(Records from a collection)
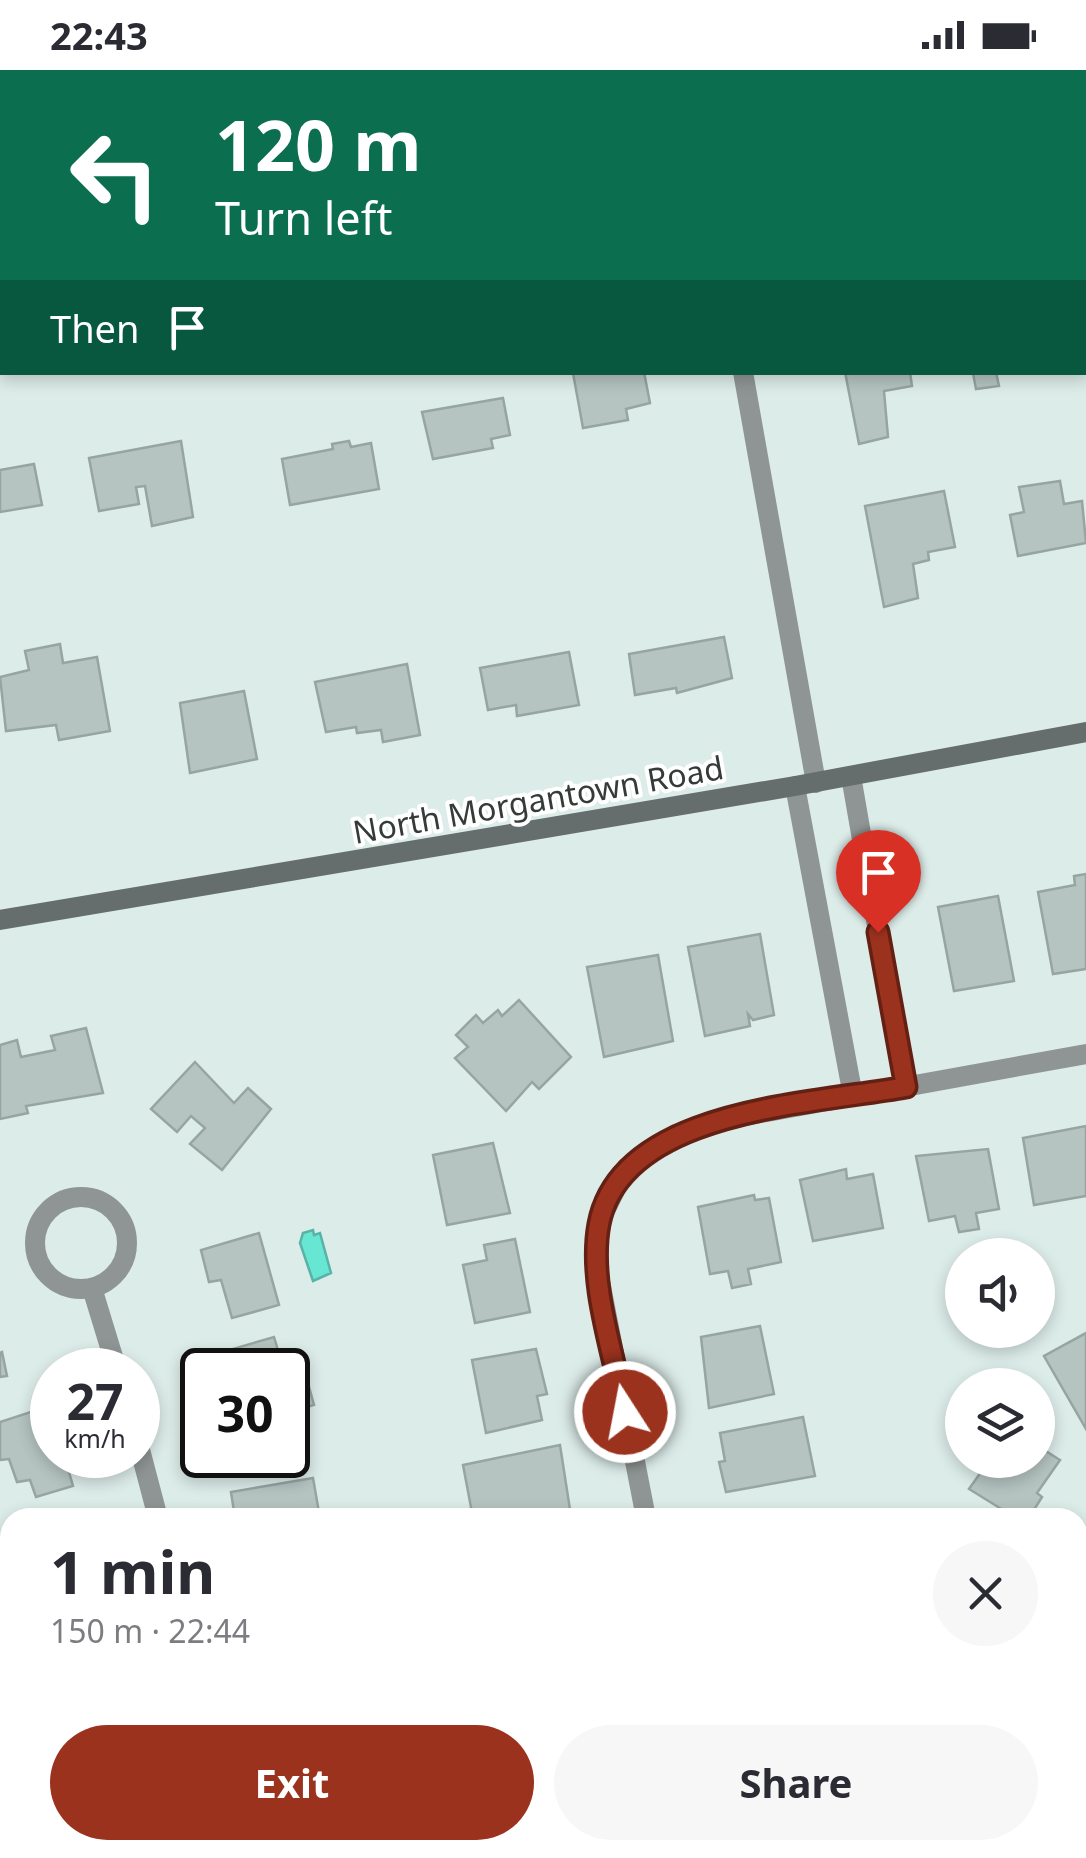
<!DOCTYPE html>
<html lang="en">
<head>
<meta charset="utf-8">
<style>
	body { margin:0; font-family:"Noto Sans",sans-serif; background:#f7f7f7; color:#2b2b33; height:100vh; display:flex; flex-direction:column; font-size:38px; white-space:nowrap }
	* { box-sizing:border-box; margin:0 }
	p { font-size:32px; color:#7c7c81 }
	.icon { flex:none; width:55px; height:55px; fill:none; stroke:currentColor; stroke-width:2; stroke-linecap:round; stroke-linejoin:round }
	.map { position:relative; flex:1; overflow:hidden }
	.sheet { position:absolute; left:0px; top:1438px; width:1088px; height:352px; display:flex; flex-direction:column; background:#fff; border-radius:30px 30px 0 0; box-shadow:0 5px 15px #0003 }
	.sheet>* { flex:none }
	.banner { position:absolute; left:0px; top:0px; width:1088px; height:305px; box-shadow:0 5px 15px #0003; background:#0b6e4f; color:#fff; overflow:hidden }
	.fabs { position:absolute; left:945px; top:1168px; display:grid; gap:20px }
	.fabs a { display:grid; place-items:center; width:110px; height:110px; border-radius:50%; background:#fff; box-shadow:0 5px 15px #0003; font-size:50px }
	.speed { position:absolute; left:30px; top:1278px; display:flex; gap:20px; font-size:50px; font-weight:700; text-align:center }
	.speed>* { display:grid; place-content:center; width:130px; height:130px; border-radius:50%; background:#fff; box-shadow:0 5px 15px #0003; line-height:1 }
	.speed small { font-size:25px; font-weight:400 }
	.speed .limit { border:5px solid #111; border-radius:15px; background:#fff; color:#111 }
	.pin { position:absolute; display:grid; place-items:center; width:85px; height:85px; color:#fff; margin:-102px -42px; border-radius:50% 50% 50% 0; rotate:-45deg; box-shadow:0 0 10px #0007 }
	.pin .icon { rotate:45deg }
	.me { position:absolute; width:110px; margin:-55px; rotate:349deg; stroke-linejoin:round; filter:drop-shadow(0 0 8px #0008) }
	.turn { display:flex; align-items:center; gap:35px; height:210px; padding:0 50px; font-size:45px }
	.turn .icon { width:130px; height:130px; stroke-width:2.5 }
	.turn b { display:block; font-size:70px; line-height:85px }
	.then { display:flex; align-items:center; height:95px; padding:0 50px; background:#0003; gap:20px; font-size:38px }
	.round { display:grid; place-items:center; flex:none; width:105px; height:105px; border-radius:52px; background:#f7f7f7 }
	.summary { display:flex; align-items:center; justify-content:space-between; height:170px; padding:0 50px }
	h1 { font-size:60px; font-weight:700; line-height:75px }
	.cta { display:flex; gap:20px; margin-top:auto; padding:20px 50px }
	.cta a { flex:1; height:115px; border-radius:60px; background:#9b321e; color:#fff; font-size:40px; font-weight:700; line-height:115px; text-align:center }
	.cta a+a { background:#f7f7f7; color:#2b2b33 }
	.status { display:flex; justify-content:space-between; align-items:center; height:70px; padding:0 50px; background:#fff; direction:ltr }
	.status svg { height:28px; fill:currentColor }
	.map>svg:first-child { display:block }
</style>
</head>
<body>
<div class="status"><b>22:43</b><svg viewBox="0 0 49 12"><path d="M0 12V9h3v3zM5 12V6h3v6zM10 12V3h3v9zM15 12V0h3v12zM26 1h20v11H26zM47 4h2v5h-2z"/></svg></div>
<div class="map">
<svg width="1086" height="1788" viewBox="0 0 1086 1788">
	<rect width="100%" height="100%" fill="#dcece9"/>
	<!-- water -->
	<path fill="#68e6d4" stroke="#58b3a6" stroke-width="2.5" d="M 313,1160 L 314,1165 L 320,1163 L 331,1203 L 313,1211 L 300,1173 L 303,1163 Z"/>
	<!-- building -->
	<g fill="#b5c4c1" stroke="#96a5a2" stroke-width="2.5">
		<rect x="147" y="0" width="50" height="2"/>
		<path d="M 494,0 L 571,0 L 571,2 L 495,2 Z"/>
		<path d="M 644,302 L 650,333 L 626,339 L 628,350 L 583,358 L 573,303 Z"/>
		<path d="M 845,302 L 910,302 L 912,316 L 884,321 L 888,367 L 859,374 Z"/>
		<path d="M 966,302 L 996,302 L 999,316 L 976,319 L 973,303 Z"/>
		<path d="M 503,328 L 510,365 L 491,369 L 493,378 L 433,389 L 422,342 Z"/>
		<path d="M 181,371 L 193,447 L 152,456 L 145,416 L 136,417 L 139,434 L 99,441 L 89,388 Z"/>
		<path d="M 349,371 L 351,377 L 371,373 L 379,419 L 290,435 L 282,389 L 333,379 L 332,374 Z"/>
		<path d="M 34,394 L 42,435 L 0,442 L 0,400 Z"/>
		<path d="M 1060,411 L 1064,434 L 1082,431 L 1086,473 L 1018,486 L 1010,445 L 1024,442 L 1019,417 Z"/>
		<path d="M 944,421 L 955,477 L 928,482 L 929,490 L 913,494 L 918,528 L 884,537 L 865,436 Z"/>
		<path d="M 724,567 L 732,608 L 677,623 L 676,618 L 635,625 L 629,584 Z"/>
		<path d="M 60,574 L 63,593 L 97,587 L 110,661 L 59,670 L 56,655 L 6,661 L 0,607 L 29,600 L 25,581 Z"/>
		<path d="M 569,582 L 579,635 L 517,646 L 516,635 L 488,640 L 480,598 Z"/>
		<path d="M 407,594 L 420,665 L 383,672 L 381,660 L 357,663 L 356,657 L 326,662 L 315,612 Z"/>
		<path d="M 244,621 L 257,689 L 190,703 L 180,633 Z"/>
		<path d="M 1086,804 L 1086,899 L 1053,904 L 1038,822 L 1075,815 L 1074,806 Z"/>
		<path d="M 998,826 L 1014,911 L 954,921 L 938,837 Z"/>
		<path d="M 760,864 L 774,945 L 753,950 L 748,944 L 750,956 L 705,966 L 688,877 Z"/>
		<path d="M 658,885 L 673,971 L 604,987 L 587,897 Z"/>
		<path d="M 519,930 L 571,987 L 539,1019 L 532,1012 L 506,1041 L 455,988 L 468,977 L 456,965 L 476,945 L 483,953 L 498,940 L 502,946 Z"/>
		<path d="M 86,958 L 103,1023 L 26,1036 L 28,1043 L 0,1049 L 0,975 L 17,970 L 21,987 L 55,980 L 51,966 Z"/>
		<path d="M 195,992 L 234,1033 L 248,1018 L 271,1039 L 222,1100 L 190,1074 L 205,1058 L 191,1046 L 177,1062 L 151,1039 Z"/>
		<path d="M 1086,1056 L 1086,1126 L 1034,1135 L 1023,1068 Z"/>
		<path d="M 493,1073 L 510,1143 L 447,1155 L 433,1085 Z"/>
		<path d="M 988,1079 L 999,1139 L 976,1143 L 979,1159 L 959,1162 L 955,1146 L 929,1151 L 916,1086 Z"/>
		<path d="M 846,1099 L 847,1109 L 873,1104 L 883,1158 L 813,1171 L 800,1110 Z"/>
		<path d="M 754,1125 L 755,1130 L 769,1128 L 781,1192 L 748,1199 L 751,1214 L 732,1218 L 728,1201 L 710,1204 L 698,1137 Z"/>
		<path d="M 259,1163 L 279,1235 L 232,1248 L 221,1210 L 209,1212 L 201,1180 Z"/>
		<path d="M 515,1169 L 530,1242 L 475,1253 L 463,1195 L 487,1190 L 484,1175 Z"/>
		<path d="M 760,1256 L 774,1324 L 709,1338 L 701,1267 Z"/>
		<path d="M 1086,1263 L 1086,1359 L 1044,1286 Z"/>
		<path d="M 274,1267 L 284,1300 L 220,1300 L 223,1297 L 219,1283 Z"/>
		<path d="M 536,1279 L 547,1324 L 537,1326 L 542,1350 L 486,1363 L 472,1290 Z"/>
		<path d="M 2,1282 L 7,1306 L 0,1307 L 0,1283 Z"/>
		<path d="M 306,1306 L 314,1335 L 296,1340 L 301,1359 L 288,1363 L 288,1310 Z"/>
		<path d="M 46,1337 L 52,1353 L 52,1385 L 64,1385 L 73,1416 L 36,1427 L 30,1410 L 17,1412 L 9,1389 L 0,1390 L 0,1352 Z"/>
		<path d="M 803,1347 L 815,1406 L 726,1422 L 719,1392 L 725,1391 L 720,1363 Z"/>
		<path d="M 560,1375 L 571,1446 L 473,1448 L 463,1395 Z"/>
		<path d="M 1038,1376 L 1060,1390 L 1037,1423 L 1042,1427 L 1029,1448 L 1016,1448 L 969,1419 L 986,1395 L 977,1390 L 1038,1390 Z"/>
		<path d="M 313,1408 L 320,1448 L 235,1448 L 231,1422 Z"/>
		<path d="M 10,1535 L 10,1576 L 4,1575 Z"/>
		<path d="M 0,1740 L 10,1743 L 10,1780 L 77,1780 L 74,1788 L 0,1788 Z"/>
		<path d="M 389,1780 L 391,1788 L 357,1788 L 356,1782 Z"/>
		<path d="M 862,1780 L 863,1788 L 802,1788 L 801,1783 Z"/>
		<path d="M 1035,1782 L 1036,1788 L 1004,1788 Z"/>
	</g>
	<g fill="none" stroke-linecap="round" stroke-linejoin="round">
		<!-- minor -->
		<g stroke="#8f9594" stroke-width="20">
			<path d="M 7,0 L 7,2"/>
			<path d="M 687,0 L 688,2"/>
			<path d="M 1085,114 L 1086,114"/>
			<path d="M 743,302 L 816,713"/>
			<path d="M 851,706 L 905,1017"/>
			<path d="M 795,716 L 853,1026"/>
			<circle cx="81" cy="1173" r="46"/>
			<path d="M 92,1218 L 117,1300"/>
			<path d="M 138,1372 L 158,1448"/>
			<path d="M 646,1448 L 598,1201 L 599,1153 L 626,1098 L 676,1064 L 744,1046 L 1086,984"/>
			<path d="M 0,1659 L 10,1660"/>
			<path d="M 207,1780 L 213,1788"/>
			<path d="M 710,1780 L 712,1788"/>
		</g>
		<!-- secondary -->
		<path stroke="#656e6c" stroke-width="20" d="M 0,850 L 795,716 L 1086,662"/>
	</g>
	<g fill="none" stroke-linecap="round" stroke-linejoin="round">
		<defs>
			<path id="route" d="M 625,1342 C 614,1284 588,1213 599,1154 C 621,1039 812,1034 906,1017 L 878,862"/>
		</defs>
		<!-- route casing -->
		<use href="#route" stroke="#652014" stroke-width="25"/>
		<!-- route -->
		<use href="#route" stroke="#9b321e" stroke-width="18"/>
	</g>
	<g text-anchor="middle" dominant-baseline="central" stroke-width="8" stroke-linejoin="round" paint-order="stroke">
		<!-- street labels -->
		<g font-size="32" fill="#343b39" stroke="#fff">
			<text transform="translate(538 729) rotate(-10)">North Morgantown Road</text>
		</g>
	</g>
</svg>
<div class="fabs">
<a><svg class="icon" aria-label="sound" viewBox="0 0 24 24"><path d="M4 9h4l5-4v14l-5-4H4zM17 9q2 3 0 6"/></svg></a>
<a><svg class="icon" aria-label="layers" viewBox="0 0 24 24"><path d="M12 4l9 5-9 5-9-5zM3 14l9 5 9-5"/></svg></a>
</div>
<div class="speed"><div>27<small>km/h</small></div><div class="limit">30</div></div>
<div class="pin" style="left:878px;top:862px;background:#d93025"><svg class="icon" aria-label="arrive" viewBox="0 0 24 24"><path d="M6 21V4h12l-3 4 3 4H6"/></svg></div>
<svg class="me" style="left:625px;top:1342px" viewBox="-20 -20 40 40"><circle r="17" fill="#9b321e" stroke="#fff" stroke-width="3"/><path d="M0-11L8 9 0 5-8 9z" fill="#fff"/></svg>
<div class="banner">
<div class="turn"><svg class="icon" aria-label="left" viewBox="0 0 24 24"><path d="M17 20v-9H6M10 6l-5 5 5 5"/></svg><div><b>120 m</b>Turn left</div></div>
<div class="then">Then<svg class="icon" aria-label="arrive" viewBox="0 0 24 24"><path d="M6 21V4h12l-3 4 3 4H6"/></svg></div>
</div>
<section class="sheet">
<div class="summary"><div><h1>1 min</h1><p>150 m · 22:44</p></div><a class="round"><svg class="icon" aria-label="close" viewBox="0 0 24 24"><path d="M6 6l12 12M18 6L6 18"/></svg></a></div>
<div class="cta"><a>Exit</a><a>Share</a></div>
</section>
</div>
</body>
</html>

### TASK PROMPT
Every line above from the line with "display:grid; place-items:center; width:110px;" to the line with "display:flex; align-items:center; height:95px;" is wanted, ends included; write them out exactly and add no other line.

### TASK ANSWER
	.fabs a { display:grid; place-items:center; width:110px; height:110px; border-radius:50%; background:#fff; box-shadow:0 5px 15px #0003; font-size:50px }
	.speed { position:absolute; left:30px; top:1278px; display:flex; gap:20px; font-size:50px; font-weight:700; text-align:center }
	.speed>* { display:grid; place-content:center; width:130px; height:130px; border-radius:50%; background:#fff; box-shadow:0 5px 15px #0003; line-height:1 }
	.speed small { font-size:25px; font-weight:400 }
	.speed .limit { border:5px solid #111; border-radius:15px; background:#fff; color:#111 }
	.pin { position:absolute; display:grid; place-items:center; width:85px; height:85px; color:#fff; margin:-102px -42px; border-radius:50% 50% 50% 0; rotate:-45deg; box-shadow:0 0 10px #0007 }
	.pin .icon { rotate:45deg }
	.me { position:absolute; width:110px; margin:-55px; rotate:349deg; stroke-linejoin:round; filter:drop-shadow(0 0 8px #0008) }
	.turn { display:flex; align-items:center; gap:35px; height:210px; padding:0 50px; font-size:45px }
	.turn .icon { width:130px; height:130px; stroke-width:2.5 }
	.turn b { display:block; font-size:70px; line-height:85px }
	.then { display:flex; align-items:center; height:95px; padding:0 50px; background:#0003; gap:20px; font-size:38px }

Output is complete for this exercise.